3 Results and Discussion

3.1 Relationship Between Size of Smartphone and the Muscular Load

Figure 4 shows changes in the muscular load by the size of the smartphone. The muscular loads on two measured muscles were affected by the size of the smartphone (F (3, 176) = 7.44, p < .01 for FDS, F (3, 176) = 3.82, p < .05 for APB). However, the muscular loads on the FDIM were not affected by the size of the smartphone (F (3, 176) = 1.72, NS). For FDS, the muscular load during the task using the Large smartphone was higher than when using the other smartphones, including the Large2 smartphone. For APB, the result was slightly different: The muscular load during the task using the Large smartphone was marginally significantly higher than when using the Small smartphone, and it was significantly higher than when using the Large2 smartphone. The result apparently indicated that a large smartphone with an intervention to confine the area to be operated by the thumb motions indeed successfully reduced the muscular load for abduction of the thumb and, as a second order effect, reduced the force for holding the smartphone using finger flexors.

Fig. 4.
figure 4

Changes in muscular load by the size of smartphone. FDS: flexor digitorum superficialis, FDIM: first dorsal interosseous, APB: Abductor pollicis brevis. **: p < .01, *: p < .05, †: p < .1.

Among the three muscles, the muscular load for APB was high, ranging from 20 to 45 % MVC and also showed large differences in the muscular load between the Large and the Large2 smartphone conditions. On the other hand, the muscular load for FDIM was relatively low, and the differences between conditions were small, from 5 % to 10 % MVC. The muscular loads obtained in this study were relatively higher than in the previous study [3] using touch devices with 3.5 to 9.5 inch displays with both hands, with that study showing 8.9 to 26.2 % MVC for APB and 5.9 to 19.4 % MVC for FDS. The relatively high muscular load in this study may come from the task of performing two functions with one hand, i.e., participants had to move the thumb while securely grasping the smartphone at the same time. Especially high muscular load for APB during touch operation was also observed by Xiong and Muraki [4], who compared two sizes of buttons on a smartphone touch screen and concluded that the muscular load for touching the keys by the thumb was due to the increase of the thenar eminence grip. Their results showed that a significant decrease of APB during touching of small keys required less thenar eminent grip. This is consistent with our study, in which participants performed tasks with the Large2 condition which required touch action with a relatively upright thumb posture.

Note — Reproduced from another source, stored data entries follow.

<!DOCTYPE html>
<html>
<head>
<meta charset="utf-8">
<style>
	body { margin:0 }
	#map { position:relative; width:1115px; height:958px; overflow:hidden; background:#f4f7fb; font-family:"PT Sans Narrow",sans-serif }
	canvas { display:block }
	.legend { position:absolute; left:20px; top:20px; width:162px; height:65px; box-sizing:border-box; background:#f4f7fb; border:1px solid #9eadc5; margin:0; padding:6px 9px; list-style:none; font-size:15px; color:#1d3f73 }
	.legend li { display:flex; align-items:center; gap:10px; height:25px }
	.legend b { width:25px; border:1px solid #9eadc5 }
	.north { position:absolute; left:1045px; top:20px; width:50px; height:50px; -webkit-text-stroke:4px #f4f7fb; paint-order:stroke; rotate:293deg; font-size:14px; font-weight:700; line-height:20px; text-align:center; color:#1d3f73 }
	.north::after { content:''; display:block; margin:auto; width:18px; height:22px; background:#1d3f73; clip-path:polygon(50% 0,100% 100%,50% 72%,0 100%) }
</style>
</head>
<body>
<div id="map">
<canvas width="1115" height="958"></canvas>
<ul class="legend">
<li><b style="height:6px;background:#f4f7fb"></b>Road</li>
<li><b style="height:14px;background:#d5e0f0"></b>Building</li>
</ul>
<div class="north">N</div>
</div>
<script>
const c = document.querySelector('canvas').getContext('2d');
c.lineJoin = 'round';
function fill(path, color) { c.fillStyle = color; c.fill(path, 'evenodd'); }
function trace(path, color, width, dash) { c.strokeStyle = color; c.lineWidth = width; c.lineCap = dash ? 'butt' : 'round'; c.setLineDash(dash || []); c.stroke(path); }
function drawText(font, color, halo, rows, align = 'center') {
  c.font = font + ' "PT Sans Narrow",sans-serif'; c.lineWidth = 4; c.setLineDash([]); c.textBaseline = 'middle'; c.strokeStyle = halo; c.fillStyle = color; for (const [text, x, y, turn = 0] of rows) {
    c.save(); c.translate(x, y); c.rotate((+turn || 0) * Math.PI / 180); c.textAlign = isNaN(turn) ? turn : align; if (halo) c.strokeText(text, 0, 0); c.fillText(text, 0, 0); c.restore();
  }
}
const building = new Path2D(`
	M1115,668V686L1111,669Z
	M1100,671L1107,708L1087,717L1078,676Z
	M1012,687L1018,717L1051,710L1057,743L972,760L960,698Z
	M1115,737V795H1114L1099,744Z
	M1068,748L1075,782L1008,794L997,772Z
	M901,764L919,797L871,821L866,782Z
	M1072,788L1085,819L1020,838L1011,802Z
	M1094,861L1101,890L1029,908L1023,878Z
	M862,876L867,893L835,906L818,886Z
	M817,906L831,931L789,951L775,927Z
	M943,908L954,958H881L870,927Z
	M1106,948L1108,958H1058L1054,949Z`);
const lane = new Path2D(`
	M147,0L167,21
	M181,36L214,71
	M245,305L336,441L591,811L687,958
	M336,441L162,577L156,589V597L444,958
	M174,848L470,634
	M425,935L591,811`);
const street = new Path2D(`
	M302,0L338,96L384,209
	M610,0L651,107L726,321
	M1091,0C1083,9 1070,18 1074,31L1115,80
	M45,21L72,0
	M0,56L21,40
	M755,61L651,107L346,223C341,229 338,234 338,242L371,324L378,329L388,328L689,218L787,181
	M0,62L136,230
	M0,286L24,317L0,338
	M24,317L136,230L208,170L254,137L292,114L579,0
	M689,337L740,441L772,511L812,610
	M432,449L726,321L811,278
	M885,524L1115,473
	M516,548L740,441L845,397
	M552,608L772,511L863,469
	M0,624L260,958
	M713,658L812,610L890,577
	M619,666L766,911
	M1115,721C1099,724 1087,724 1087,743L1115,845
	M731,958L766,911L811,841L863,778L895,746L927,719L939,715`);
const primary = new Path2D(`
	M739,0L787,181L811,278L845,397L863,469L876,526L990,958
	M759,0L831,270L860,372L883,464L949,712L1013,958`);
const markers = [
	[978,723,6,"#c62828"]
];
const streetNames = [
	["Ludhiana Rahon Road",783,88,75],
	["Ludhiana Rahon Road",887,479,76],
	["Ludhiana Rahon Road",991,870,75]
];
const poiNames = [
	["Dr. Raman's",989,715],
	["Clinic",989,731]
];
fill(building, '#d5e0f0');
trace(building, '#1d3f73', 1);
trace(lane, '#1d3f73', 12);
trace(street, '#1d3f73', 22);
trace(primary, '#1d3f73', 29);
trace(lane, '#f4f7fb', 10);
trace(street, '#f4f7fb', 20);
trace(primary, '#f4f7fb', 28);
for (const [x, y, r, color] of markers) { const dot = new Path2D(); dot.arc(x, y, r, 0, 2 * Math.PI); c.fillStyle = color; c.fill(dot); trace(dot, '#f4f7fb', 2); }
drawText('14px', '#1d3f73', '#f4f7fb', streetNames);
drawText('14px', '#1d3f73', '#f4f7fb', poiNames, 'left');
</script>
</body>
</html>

3.2 Relationship Between Size of Smartphone and the Subjective Ratings

Figure 5 shows changes in subjective ratings by the size of the smartphone. Subjective ratings of difficulty in touch action were significantly affected by the size of the smartphone (F (3, 16) = 5.68, p < .01), and subjective ratings of difficulty in gripping the smartphone were also affected by the size of the smartphone (F (3, 16) = 10.08, p < .01). For both ratings, touch action with a large smartphone showed the highest difficulty ratings. There were no significant differences between the ratings obtained for small and medium smartphones. Although the EMG difference was apparent between the Large and the Large2 conditions, differences in subjective ratings were not present.

Fig. 5.
figure 5

Changes in subjective ratings by the size of smartphone. **: p < .01, *: p < .05,

4 Conclusion

In this study, both the muscles associated with gripping the smartphones and the muscles for thumb abduction were affected by the size of the smartphones. High muscular loads measured in participants using a large smartphone were reduced by modifying the size of the soft keyboard on the display to confine the area for thumb motion. Overall, the results implied that input methods to reduce the amount of thumb abduction and key layouts to reduce thumb reach are recommended to reduce the muscular loads for operating large smartphones.